A terminally-ill American nurse whose trial on immigration charges resumed here said she fears the process will drag on for weeks.

Joy Ernestine Sadler has been in custody for more than two months since she was arrested along with British academic Lesley McCulloch for visa violations and now fears she will not be home for Christmas.

Wiping away tears as she stood behind bars at a holding cell in Banda Aceh district court, Sadler told AFP Wednesday that she is terminally ill. "I am very sick and I am very sad because they said it will be a long process till Christmas time," she said. "This is not fair. The judge wants to finish the case immediately but the jaksa [prosecutor] does not."

The pair's Jakarta-based lawyer Johnson Panjaitan said their trials may not finish at least until after the Muslim Eid al-Fitr holiday which ends December 10.

"I want to see my family. I want to celebrate Christmas with my family," Sadler said. "I don't eat. I feel I am sick. The doctor comes two or three times a week for medicine, special medicine from America they have to bring," she said.

Sadler and McCulloch are being tried in separate courtrooms in the capital of the troubled Aceh province, the scene of a long-running conflict between separatist rebels and government troops.

McCulloch has said the military is angry with her for writing about abuses in various Asian newspapers.

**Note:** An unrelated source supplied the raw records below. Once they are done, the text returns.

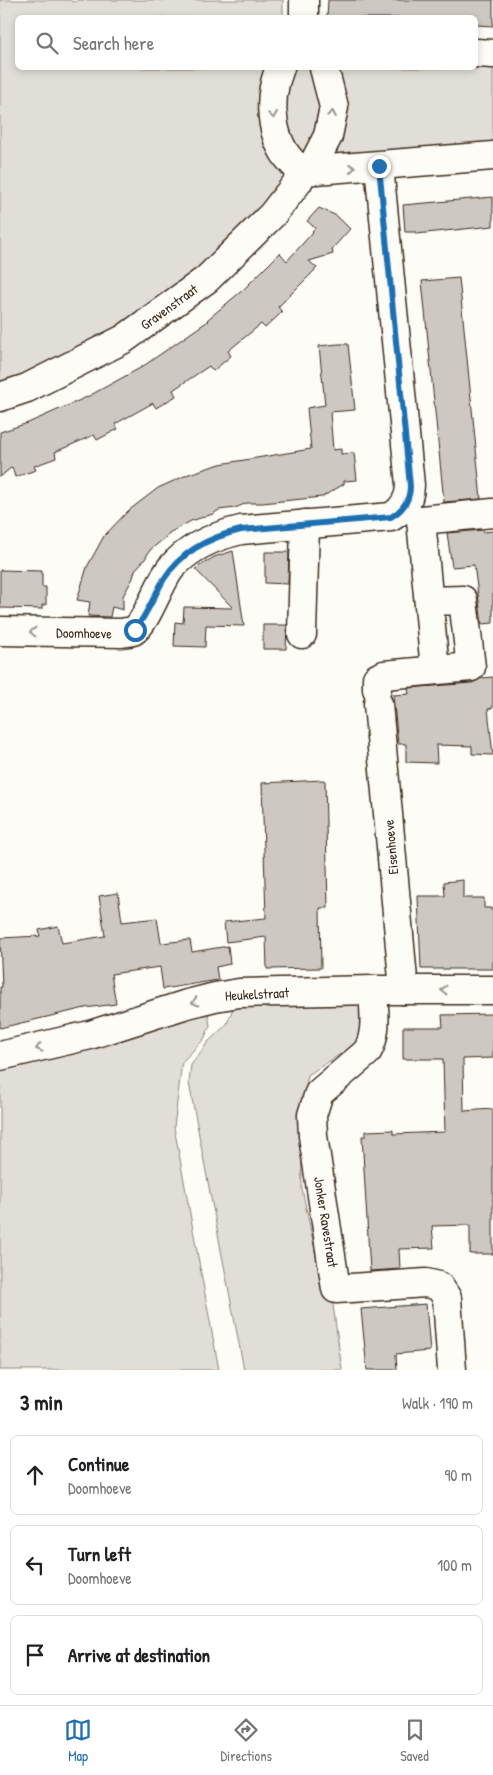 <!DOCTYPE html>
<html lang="en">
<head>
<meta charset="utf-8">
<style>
  :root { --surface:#fff; --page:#f6f6f6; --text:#202124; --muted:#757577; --line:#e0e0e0; --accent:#1f6fb2 }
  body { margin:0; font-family:"Patrick Hand",sans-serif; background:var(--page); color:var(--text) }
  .stop { position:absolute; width:15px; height:15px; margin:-11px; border:4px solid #1f6fb2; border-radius:50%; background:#fff }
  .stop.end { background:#1f6fb2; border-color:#fff; box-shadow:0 1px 5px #0008 }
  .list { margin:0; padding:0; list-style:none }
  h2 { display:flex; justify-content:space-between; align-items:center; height:65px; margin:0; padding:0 20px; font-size:21px }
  h2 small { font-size:16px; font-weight:400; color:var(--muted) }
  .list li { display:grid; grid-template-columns:32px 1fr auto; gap:15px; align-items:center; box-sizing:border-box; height:80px; margin:0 10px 10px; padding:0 10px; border:1px solid var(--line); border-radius:8px }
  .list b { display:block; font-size:19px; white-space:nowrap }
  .list p { margin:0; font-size:16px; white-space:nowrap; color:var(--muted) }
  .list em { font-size:16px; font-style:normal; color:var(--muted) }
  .icon { flex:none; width:28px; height:28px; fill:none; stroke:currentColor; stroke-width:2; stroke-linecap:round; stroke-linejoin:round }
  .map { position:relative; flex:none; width:493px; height:1370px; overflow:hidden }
  .search { position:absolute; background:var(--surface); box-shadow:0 2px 8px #0003; left:15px; right:15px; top:15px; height:55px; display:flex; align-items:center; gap:12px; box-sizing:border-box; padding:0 18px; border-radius:8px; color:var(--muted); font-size:19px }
  .sheet { height:335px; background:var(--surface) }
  nav { display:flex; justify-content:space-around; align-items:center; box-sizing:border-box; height:70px; border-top:1px solid var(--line); background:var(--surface); font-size:14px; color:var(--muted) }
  nav a { display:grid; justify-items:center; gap:2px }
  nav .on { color:var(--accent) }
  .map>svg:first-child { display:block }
  .green { fill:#e1ded7; stroke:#8e847a }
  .building { fill:#cdc8c2; stroke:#3b2a1e }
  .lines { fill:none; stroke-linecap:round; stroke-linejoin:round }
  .minor-casing { stroke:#3b2a1e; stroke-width:31 }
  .minor { stroke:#fdfcf7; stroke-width:28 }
  .oneway { stroke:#9c938a }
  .route { stroke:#1f6fb2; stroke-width:6 }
  .labels { text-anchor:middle; stroke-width:4; stroke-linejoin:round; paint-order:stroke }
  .street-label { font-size:14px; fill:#3b2a1e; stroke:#fdfcf7 }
</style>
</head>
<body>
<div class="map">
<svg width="493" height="1370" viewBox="0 0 493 1370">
  <rect width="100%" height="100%" fill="#fdfcf7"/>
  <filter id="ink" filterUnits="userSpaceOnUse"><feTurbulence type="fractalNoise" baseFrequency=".02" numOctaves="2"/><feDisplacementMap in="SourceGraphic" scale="10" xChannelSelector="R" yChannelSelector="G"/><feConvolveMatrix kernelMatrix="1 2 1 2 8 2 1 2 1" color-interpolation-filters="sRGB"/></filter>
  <g filter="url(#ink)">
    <g class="green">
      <polygon points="0,0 70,0 73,2 80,0 283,0 283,17 18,18 18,68 476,68 476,60 493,61 493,150 331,165 165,296 74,356 0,388"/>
      <path d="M236,1000H359C360,1014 363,1033 354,1045L308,1075L301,1112L302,1189L325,1298H332L342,1370H244L189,1083L191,1065L208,1042L227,1024Z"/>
      <polygon points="207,1006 210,1026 204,1039 182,1062 174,1127 219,1370 0,1370 0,1065"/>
    </g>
    <g class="building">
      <polygon points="328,0 493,0 493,26 476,25 476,18 327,18"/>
      <polygon points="493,197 493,226 416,234 416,232 405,232 403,205"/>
      <polygon points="319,208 337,216 350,229 332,249 333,254 309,261 317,268 278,307 282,312 265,328 261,324 228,351 231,356 213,371 209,366 173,390 176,396 156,408 153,403 115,424 118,429 97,440 94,435 55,452 56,458 34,466 36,470 15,477 12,467 0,477 0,432 28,423 87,397 142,367 208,321 207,320 244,289 280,253 287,261 313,232 312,231 315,228 307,221"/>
      <polygon points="459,278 481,499 444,502 422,281"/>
      <polygon points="338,344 348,344 355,410 330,412 333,450 341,449 341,454 354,453 357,480 344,481 344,484 322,497 262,503 247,503 235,508 219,510 213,514 191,521 169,533 166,537 150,550 145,559 135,570 133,578 123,596 123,610 112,607 110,617 88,616 90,602 77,600 87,567 104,536 128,511 158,488 189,474 220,464 311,449 307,408 325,405 319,346"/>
      <polygon points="483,530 484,532 493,531 493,623 482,624 474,565 452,567 447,533"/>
      <polygon points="233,551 244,626 206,625 205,647 174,646 175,622 183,623 184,607 233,608 195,569 214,557"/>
      <polygon points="265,552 289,552 288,584 265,583"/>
      <polygon points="0,570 42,571 42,587 46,587 46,605 42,605 42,609 0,608"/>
      <polygon points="263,625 287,625 286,649 263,649"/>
      <polygon points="493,677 493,708 488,709 493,755 472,754 472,746 436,745 437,763 406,762 406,744 398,744 393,695 409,694 408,688 472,683 482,678"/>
      <polygon points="323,780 325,781 328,908 320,908 321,968 267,969 266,937 226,942 224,922 266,918 262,783"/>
      <polygon points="463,880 463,898 484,898 484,908 491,908 491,910 493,910 493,969 421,969 418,896 445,896 444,882"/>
      <polygon points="118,893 122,922 157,918 161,943 190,940 192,952 228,946 230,964 216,967 218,980 163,989 160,967 111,974 116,1004 85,1008 0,1028 0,987 2,987 0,938 40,936 39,930 58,926 62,943 105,936 99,896"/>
      <polygon points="493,1014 493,1058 463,1059 464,1111 493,1109 493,1254 470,1254 470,1225 432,1226 434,1248 399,1249 400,1269 370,1271 362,1136 366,1136 366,1131 393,1130 393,1134 445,1132 443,1059 403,1059 403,1027 443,1027 442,1015"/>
      <polygon points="426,1304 430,1351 396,1354 397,1370 367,1370 361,1309"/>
    </g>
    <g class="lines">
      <defs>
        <g id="minor">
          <polyline points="304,0 304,18"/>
          <polyline points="476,53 493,54"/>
          <path d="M280,68C266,101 270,150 303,171"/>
          <polyline points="303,171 493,156"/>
          <polyline points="0,397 27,388 124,339 207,279 272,215 298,182 303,171 314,163 328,136 334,107 324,68"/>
          <polyline points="421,520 435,670"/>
          <polyline points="421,520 493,513"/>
          <path d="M0,631L122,633C125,632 130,632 133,631C146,624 160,581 171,568C189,547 215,536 241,530L391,517C403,510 410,500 410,485L379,166"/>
          <polyline points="302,634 305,524"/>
          <polyline points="377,689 377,678 384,675 471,667 463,600 429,601"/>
          <polyline points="378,704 404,990"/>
          <path d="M373,990C374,1011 378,1033 367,1052L319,1093L312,1115L313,1136L336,1289L426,1283L439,1286L447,1298L452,1370"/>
          <polyline points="0,1056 90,1035 187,1004 215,997 239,993 373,990 493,990"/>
        </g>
      </defs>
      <use href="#minor" class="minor-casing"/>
      <use href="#minor" class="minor"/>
    </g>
    <defs><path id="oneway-chevron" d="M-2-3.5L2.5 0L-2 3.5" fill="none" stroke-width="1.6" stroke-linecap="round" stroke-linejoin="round" transform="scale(1.25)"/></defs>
    <g class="oneway">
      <use href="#oneway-chevron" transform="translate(332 114) rotate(-80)"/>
      <use href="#oneway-chevron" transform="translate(273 115) rotate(82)"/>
      <use href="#oneway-chevron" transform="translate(352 168) rotate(-4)"/>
      <use href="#oneway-chevron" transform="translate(33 632) rotate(-179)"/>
      <use href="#oneway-chevron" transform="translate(444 990) rotate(180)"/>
      <use href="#oneway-chevron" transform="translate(195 1002) rotate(165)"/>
      <use href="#oneway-chevron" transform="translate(39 1048) rotate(166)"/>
    </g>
  </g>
  <g class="lines" filter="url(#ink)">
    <path class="route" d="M135,630C147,614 154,596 164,579C181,552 210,537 241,530L391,517C403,510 410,500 410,486L379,166"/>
  </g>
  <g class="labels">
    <g class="street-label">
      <text transform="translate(169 307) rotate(-36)" y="5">Gravenstraat</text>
      <text transform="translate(84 633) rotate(1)" y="5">Doomhoeve</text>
      <text transform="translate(391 847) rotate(-95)" y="5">Eisenhoeve</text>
      <text transform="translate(257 994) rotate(-3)" y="5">Heukelstraat</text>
      <text transform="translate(326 1222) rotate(81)" y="5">Jonker Ravestraat</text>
    </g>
  </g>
</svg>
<div class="stop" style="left:135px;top:630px"></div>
<div class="stop end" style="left:379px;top:166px"></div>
<div class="search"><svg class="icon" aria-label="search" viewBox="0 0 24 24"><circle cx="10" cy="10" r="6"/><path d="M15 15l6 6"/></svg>Search here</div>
</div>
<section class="sheet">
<h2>3 min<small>Walk · 190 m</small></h2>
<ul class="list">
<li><svg class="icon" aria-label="ahead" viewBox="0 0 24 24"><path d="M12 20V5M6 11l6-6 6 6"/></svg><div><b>Continue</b><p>Doomhoeve</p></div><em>90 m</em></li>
<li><svg class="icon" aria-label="left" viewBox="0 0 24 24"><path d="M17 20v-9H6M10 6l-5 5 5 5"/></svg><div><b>Turn left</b><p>Doomhoeve</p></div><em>100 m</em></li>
<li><svg class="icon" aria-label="arrive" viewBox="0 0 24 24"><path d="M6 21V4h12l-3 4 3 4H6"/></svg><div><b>Arrive at destination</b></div></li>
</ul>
</section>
<nav>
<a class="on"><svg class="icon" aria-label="map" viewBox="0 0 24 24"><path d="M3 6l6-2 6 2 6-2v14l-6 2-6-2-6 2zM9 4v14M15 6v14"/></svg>Map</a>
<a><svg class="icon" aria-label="directions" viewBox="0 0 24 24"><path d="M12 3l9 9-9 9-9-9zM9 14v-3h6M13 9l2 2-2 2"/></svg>Directions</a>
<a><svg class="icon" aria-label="saved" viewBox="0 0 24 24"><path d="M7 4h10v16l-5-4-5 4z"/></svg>Saved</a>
</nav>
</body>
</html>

She was speaking before the trial resumed with the first witness testimony. It began Monday.

During Monday's court hearing, prosecutor Muhibuddin said Sadler and McCulloch had "taken photographs, gathered data and documents and provided medical treatment" in a village in South Aceh where they were supposed to be on a tourist trip.

Both women have been held since September 11 when security forces stopped them in the south of the province. The women are being detained in a room at Banda Aceh police headquarters. The charge is theoretically punishable by five years in jail.

An estimated 10,000 people have died since the conflict began in energy-rich Aceh province on Sumatra island in 1976. Rights activists put the toll for this year alone at more than 1,200.